**What you need to do**.
Print every record below exactly, minus the pictures.

**Saved data entries**.
########################################

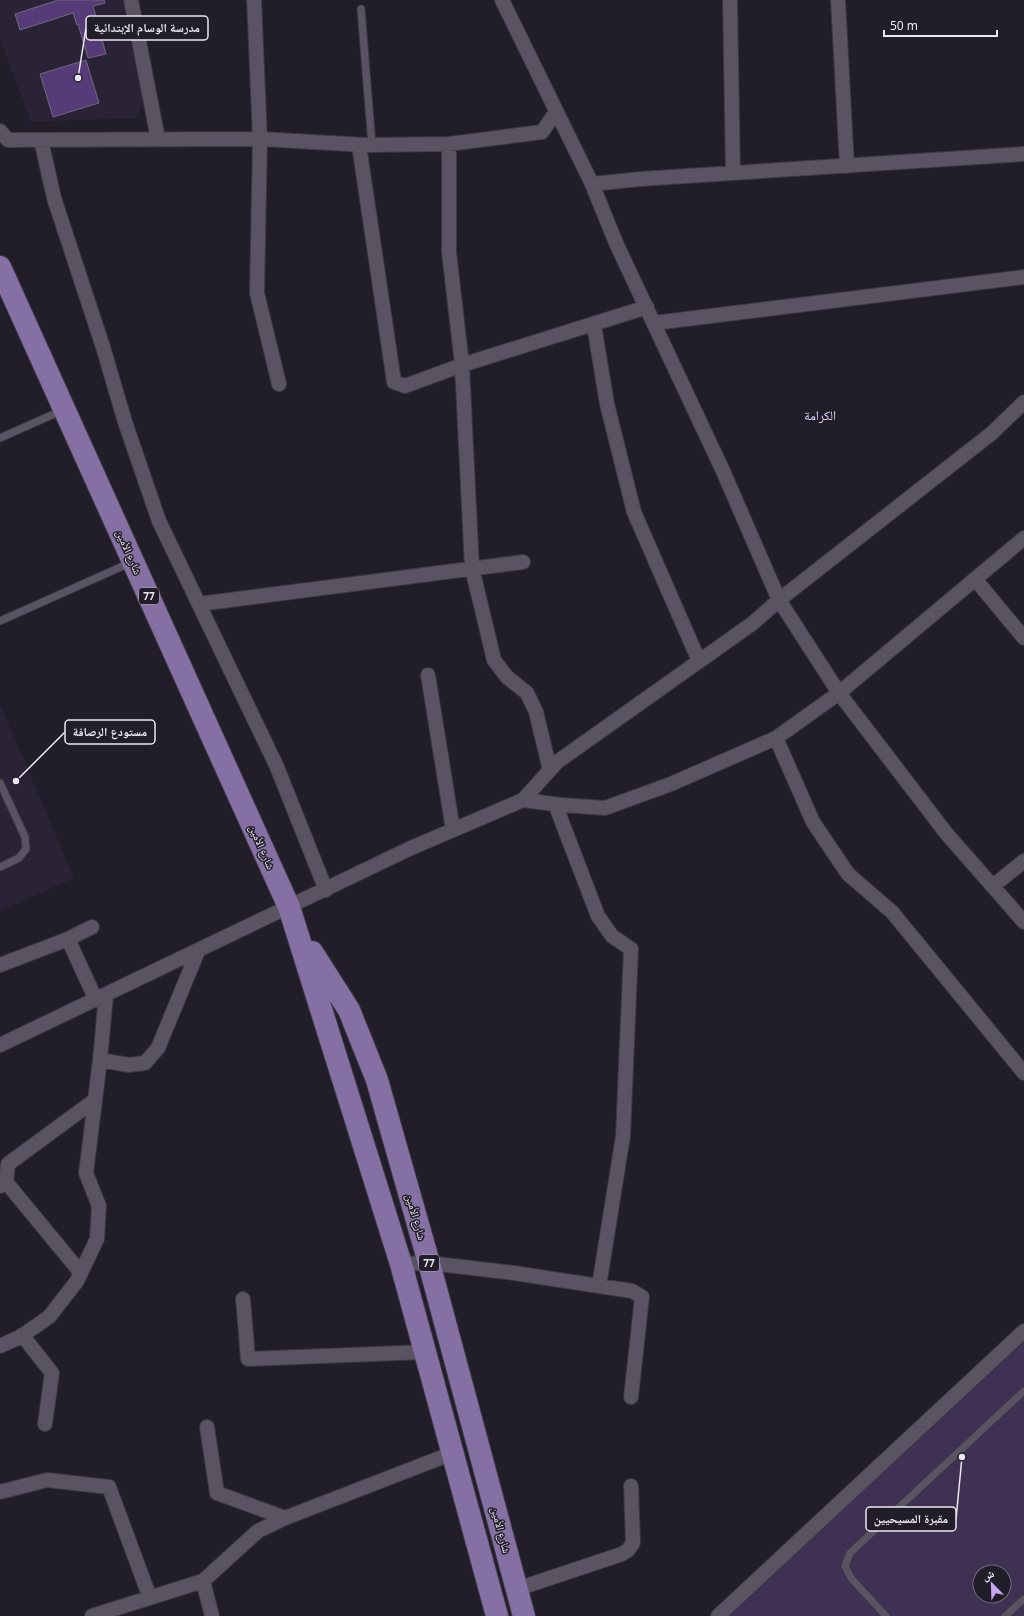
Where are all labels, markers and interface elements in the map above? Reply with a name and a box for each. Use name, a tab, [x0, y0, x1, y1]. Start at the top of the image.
scale bar	[884, 12, 997, 38]
callout: مدرسة الوسام الإبتدائية	[86, 16, 208, 40]
text: 50 m	[890, 17, 918, 34]
text: مدرسة الوسام الإبتدائية	[94, 19, 200, 36]
district label: الكرامة	[804, 406, 836, 424]
street label: شارع الأمين	[113, 527, 146, 577]
road number: 77	[139, 588, 159, 604]
callout: مستودع الرصافة	[65, 720, 155, 744]
text: مستودع الرصافة	[73, 723, 147, 740]
street label: شارع الأمين	[246, 822, 279, 872]
street label: شارع الأمين	[403, 1192, 430, 1242]
road number: 77	[419, 1255, 439, 1271]
street label: شارع الأمين	[488, 1505, 515, 1555]
callout: مقبرة المسيحيين	[866, 1507, 956, 1531]
text: مقبرة المسيحيين	[874, 1510, 949, 1527]
north arrow	[972, 1564, 1012, 1604]
text: ش	[980, 1565, 997, 1584]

########################################

**Written answer**.
Where are all labels, markers and interface elements in the map above? Reply with a name and a box for each. Use name, a tab, [x0, y0, x1, y1]. Start at the top of the image.
scale bar	[884, 12, 997, 38]
callout: مدرسة الوسام الإبتدائية	[86, 16, 208, 40]
text: 50 m	[890, 17, 918, 34]
text: مدرسة الوسام الإبتدائية	[94, 19, 200, 36]
district label: الكرامة	[804, 406, 836, 424]
street label: شارع الأمين	[113, 527, 146, 577]
road number: 77	[139, 588, 159, 604]
callout: مستودع الرصافة	[65, 720, 155, 744]
text: مستودع الرصافة	[73, 723, 147, 740]
street label: شارع الأمين	[246, 822, 279, 872]
street label: شارع الأمين	[403, 1192, 430, 1242]
road number: 77	[419, 1255, 439, 1271]
street label: شارع الأمين	[488, 1505, 515, 1555]
callout: مقبرة المسيحيين	[866, 1507, 956, 1531]
text: مقبرة المسيحيين	[874, 1510, 949, 1527]
north arrow	[972, 1564, 1012, 1604]
text: ش	[980, 1565, 997, 1584]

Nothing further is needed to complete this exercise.